McCartney Times

Rushworth & Dreaper’s Music Store

Rushworth & Dreaper’s Music Store

Rushworth & Dreaper’s Music Store

72 St Anne Street, Liverpool, L3 3DY UK

 

Rushworth and Dreaper’s store was originally primarily an organ building company which began creating organs for International places of worship, from little Parish Churches to Cathedrals in the 1800’s, In later years, they progressed to being a general supplier of musical instruments. Today it is the home of Henry Willis & Sons, still aninstrument manufacturer.

In fact, I once attended a course in Jazz Piano Music there at The Billy Mayerl School of Music in my teens. It was a very old fashioned place, almost like a church in those days, with a very prim receptionist inside the front door, who would direct you to the department of your choice. She always spoke in hushed tones, and made you feel as though you should genuflect before speaking to her. Or at least look around for a holy water font. She must have been shocked when someone, seeking the piano department, asked her:

Where do I go to get felt?” 

Jim McCartney bought a trumpet from Rushworth’s, then Europe’s largest music house, and also somewhere that would allow him to exchange the instrument for a £25 German guitar.

“The story goes that he couldn’t play it because he was left handed so he had to turn the strings round the other way”, Jonathan Rushworth, great-great grandson of Rushworth’s founder recalls.

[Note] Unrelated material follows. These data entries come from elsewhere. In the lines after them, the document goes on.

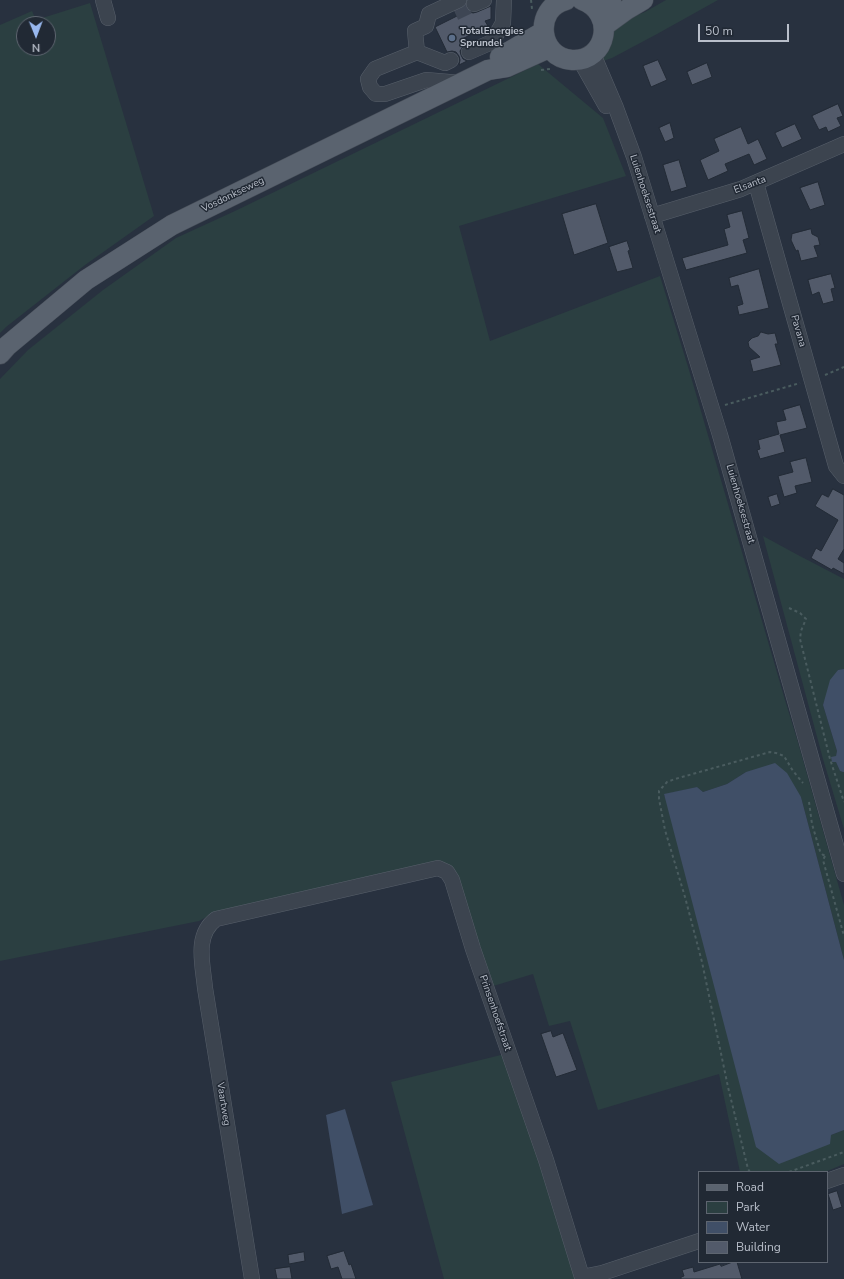 <!DOCTYPE html>
<html>
<head>
<meta charset="utf-8">
<style>
	body { margin:0 }
	#map { position:relative; width:844px; height:1279px; overflow:hidden; background:#28313f; font-family:"Nunito Sans",sans-serif }
	canvas { display:block }
	.legend { position:absolute; left:698px; top:1171px; width:130px; height:92px; box-sizing:border-box; background:#212934; border:1px solid #5e6570; margin:0; padding:5px 7px; list-style:none; font-size:12px; color:#b9bfca }
	.legend li { display:flex; align-items:center; gap:8px; height:20px }
	.legend b { width:20px; border:1px solid #5e6570 }
	.north { position:absolute; left:16px; top:16px; width:40px; height:40px; box-sizing:border-box; background:#212934; border:1px solid #5e6570; border-radius:50%; rotate:179deg; font-size:11px; font-weight:700; line-height:16px; text-align:center; color:#b9bfca }
	.north::after { content:''; display:block; margin:auto; width:14px; height:18px; background:#98b8ef; clip-path:polygon(50% 0,100% 100%,50% 72%,0 100%) }
	.scale { position:absolute; left:698px; top:24px; width:91px; height:18px; box-sizing:border-box; border:2px solid #b9bfca; border-top:0; padding-left:5px; font-size:12px; line-height:14px; white-space:nowrap; color:#b9bfca; -webkit-text-stroke:3px #212934; paint-order:stroke }
</style>
</head>
<body>
<div id="map">
<canvas width="844" height="1279"></canvas>
<ul class="legend">
<li><b style="height:5px;background:#5a636f"></b>Road</li>
<li><b style="height:11px;background:#2b3f41"></b>Park</li>
<li><b style="height:11px;background:#404f67"></b>Water</li>
<li><b style="height:11px;background:#525a6a"></b>Building</li>
</ul>
<div class="north">N</div>
<div class="scale">50 m</div>
</div>
<script>
const ctx = document.querySelector('canvas').getContext('2d');
ctx.lineJoin = 'round';
function paint(path, color) {
  ctx.fillStyle = color;
  ctx.fill(path, 'evenodd');
}
function trace(path, color, width, dash) {
  ctx.strokeStyle = color;
  ctx.lineWidth = width;
  ctx.lineCap = dash ? 'butt' : 'round';
  ctx.setLineDash(dash || []);
  ctx.stroke(path);
}
function label(font, color, halo, rows, align = 'center') {
  ctx.font = font + ' "Nunito Sans",sans-serif';
  ctx.lineWidth = 3;
  ctx.setLineDash([]);
  ctx.textBaseline = 'middle';
  ctx.strokeStyle = halo;
  ctx.fillStyle = color;
  for (const [text, x, y, turn = 0] of rows) {
    ctx.save();
    ctx.translate(x, y);
    ctx.rotate((+turn || 0) * Math.PI / 180);
    ctx.textAlign = isNaN(turn) ? turn : align;
    if (halo) ctx.strokeText(text, 0, 0);
    ctx.fillText(text, 0, 0);
    ctx.restore();
  }
}
const green = new Path2D(`
	M 666,0 L 718,0 L 657,34 L 612,58 L 603,61 L 601,53 L 613,25 L 645,12 Z
	M 90,3 L 154,216 L 85,265 L 6,327 L 0,333 L 0,25 L 32,11 L 36,20 ZM 24,24 L 48,24 L 48,48 L 24,48 Z
	M 538,64 L 603,118 L 626,176 L 459,226 L 490,341 L 660,276 L 689,370 L 785,700 L 797,739 L 844,905 L 844,960 L 801,797 L 746,772 L 727,784 L 703,792 L 697,787 L 664,795 L 831,1135 L 844,1130 L 844,1164 L 825,1172 L 740,1172 L 719,1074 L 598,1110 L 570,1021 L 549,1026 L 533,974 L 490,987 L 451,870 L 214,913 L 199,921 L 0,961 L 0,379 L 28,350 L 103,290 L 176,238 L 235,211 Z
	M 763,536 L 796,554 L 844,579 L 844,669 L 838,670 L 823,705 L 837,751 L 836,762 L 840,771 L 844,772 L 844,829 L 823,759 Z
	M 505,1054 L 575,1279 L 444,1279 L 391,1082 Z`);
const water = new Path2D(`
	M 844,669 L 844,772 L 843,772 L 840,771 L 836,762 L 832,762 L 831,757 L 836,756 L 837,751 L 823,705 L 830,680 L 838,670 Z
	M 775,763 L 787,773 L 801,797 L 844,960 L 844,1130 L 831,1135 L 830,1144 L 779,1164 L 756,1147 L 664,794 L 697,787 L 703,792 L 727,784 L 746,772 Z
	M 345,1109 L 373,1205 L 342,1214 L 326,1115 Z`);
const building = new Path2D(`
	M 465,6 L 468,11 L 473,13 L 477,12 L 491,6 L 491,19 L 485,21 L 488,26 L 462,39 L 465,44 L 460,51 L 461,55 L 463,59 L 467,61 L 459,65 L 460,60 L 459,56 L 456,52 L 452,51 L 447,52 L 435,27 L 457,16 L 455,12 Z
	M 658,60 L 667,80 L 651,87 L 643,66 Z
	M 707,63 L 712,77 L 692,85 L 687,72 Z
	M 838,104 L 843,116 L 837,118 L 841,126 L 828,132 L 826,127 L 819,130 L 812,116 Z
	M 670,123 L 674,138 L 665,142 L 659,128 Z
	M 795,124 L 802,139 L 782,148 L 775,133 Z
	M 741,127 L 748,144 L 758,139 L 767,159 L 754,165 L 749,154 L 725,164 L 728,171 L 708,180 L 700,160 L 719,151 L 714,139 Z
	M 679,160 L 687,187 L 671,192 L 663,165 Z
	M 818,182 L 825,205 L 810,210 L 800,188 Z
	M 596,204 L 608,243 L 574,255 L 562,214 Z
	M 742,211 L 749,238 L 743,240 L 747,253 L 686,270 L 682,258 L 728,245 L 724,229 L 730,227 L 727,215 Z
	M 811,229 L 812,234 L 818,237 L 820,245 L 814,246 L 818,257 L 801,261 L 798,250 L 796,251 L 791,240 L 792,234 Z
	M 627,241 L 630,250 L 628,251 L 633,268 L 617,272 L 609,247 Z
	M 759,269 L 769,308 L 739,315 L 737,306 L 743,304 L 738,285 L 731,287 L 729,278 Z
	M 831,274 L 835,288 L 831,289 L 834,301 L 823,304 L 819,292 L 812,295 L 808,280 Z
	M 761,332 L 768,334 L 775,333 L 778,344 L 775,344 L 781,365 L 753,372 L 750,360 L 760,357 L 749,347 L 748,342 L 752,338 L 758,336 Z
	M 800,405 L 807,428 L 780,435 L 785,452 L 760,459 L 757,450 L 760,449 L 758,440 L 779,434 L 776,422 L 786,420 L 783,410 Z
	M 806,458 L 812,482 L 795,486 L 797,493 L 784,497 L 778,476 L 793,472 L 790,462 Z
	M 833,489 L 844,495 L 844,549 L 838,559 L 844,563 L 844,574 L 833,568 L 832,570 L 811,558 L 816,548 L 821,551 L 838,520 L 815,506 L 822,494 L 828,497 Z
	M 777,494 L 780,504 L 771,507 L 768,497 Z
	M 551,1031 L 553,1037 L 563,1033 L 577,1070 L 556,1077 L 541,1034 Z
	M 837,1191 L 842,1207 L 833,1210 L 828,1194 Z
	M 344,1251 L 349,1265 L 351,1264 L 356,1279 L 342,1279 L 338,1267 L 331,1269 L 327,1256 Z
	M 304,1252 L 305,1261 L 289,1264 L 288,1255 Z
	M 733,1262 L 737,1262 L 742,1279 L 681,1279 L 681,1277 L 684,1276 L 682,1270 L 693,1267 L 694,1272 L 720,1264 L 721,1266 Z
	M 290,1267 L 292,1279 L 277,1279 L 275,1269 Z`);
const minorTunnel = new Path2D(`
	M 455,13 L 474,4`);
const path = new Path2D(`
	M 531,0 L 532,9
	M 541,70 L 550,69
	M 825,375 L 844,367
	M 725,405 L 800,383
	M 789,608 L 800,613 L 806,619 L 801,631 L 800,639 L 830,759 L 844,802
	M 809,802 L 812,824 L 820,851 L 823,855 L 826,855
	M 825,856 L 823,860 L 844,936
	M 750,1172 L 748,1169 L 728,1087 L 702,962 L 685,897 L 665,830 L 659,799 L 659,791 L 667,782 L 675,779 L 770,752 L 776,753 L 784,756 L 793,771 L 803,783
	M 789,1172 L 844,1152`);
const minor = new Path2D(`
	M 103,0 L 108,18
	M 474,4 L 484,0
	M 417,52 L 415,31 L 426,26 L 429,14 L 459,0
	M 469,52 L 492,42 L 503,23 L 504,0
	M 593,54 L 616,108 L 634,157 L 720,435 L 844,874
	M 451,60 L 445,63 L 417,52 L 375,69 L 368,79 L 370,87 L 376,94 L 385,94 L 426,80 L 461,83
	M 580,60 L 606,106
	M 756,183 L 836,466 L 844,476
	M 652,216 L 741,189 L 844,144
	M 827,1181 L 844,1175
	M 252,1279 L 205,988 C 203,965 194,935 216,919 L 438,868 L 447,872 L 452,880 L 473,949 L 546,1160 L 582,1277 L 602,1273 L 699,1241`);
const major = new Path2D(`
	M 566,0 C 533,8 538,58 572,60 C 607,62 617,13 582,0
	M 593,6 L 611,0
	M 604,26 L 626,10 L 643,0
	M 500,57 L 543,32
	M 0,354 L 7,346 L 86,280 L 172,225 L 488,70 L 507,67 L 549,48`);
const markers = [
	[452,38,4,"#5c6f8a"]
];
const poiNames = [
	["TotalEnergies",460,32],
	["Sprundel",460,44]
];
const streetNames = [
	["Elsanta",750,185,-21],
	["Luienhoeksestraat",645,194,72],
	["Vosdonkseweg",233,195,-26],
	["Pavana",798,331,74],
	["Luienhoeksestraat",740,504,74],
	["Prinsenhoefstraat",495,1013,71],
	["Vaartweg",223,1104,81]
];
paint(green, '#2b3f41');
paint(water, '#404f67');
paint(building, '#525a6a');
trace(building, '#232b36', 1);
trace(minorTunnel, '#3e4654', 15, [15, 8]);
trace(minor, '#575f6a', 16);
trace(major, '#464d58', 21);
trace(path, '#4a5c5f', 2, [3, 3]);
trace(minor, '#3c444f', 15);
trace(major, '#5a636f', 20);
for (const [x, y, r, color] of markers) {
  const dot = new Path2D();
  dot.arc(x, y, r, 0, 2 * Math.PI);
  ctx.fillStyle = color;
  ctx.fill(dot);
  trace(dot, '#212934', 1.5);
}
label('bold 10px', '#b9bfca', '#212934', poiNames, 'left');
label('10px', '#b9bfca', '#212934', streetNames);
</script>
</body>
</html>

The Beatles’ connection with the store continued when, in September 1962, having just secured their first recording contract, John Lennon and George Harrison bought 2 Gibson guitars, imported from Chicago. Never a man to miss an opportunity, Jonathan’s father, James Rushworth ensured a camera was on hand to capture the presentation. The photograph, in which Harrison sports the remnants of a black eye sustained in a Pete Best-related Cavern scuffle, hung on the shop wall for decades.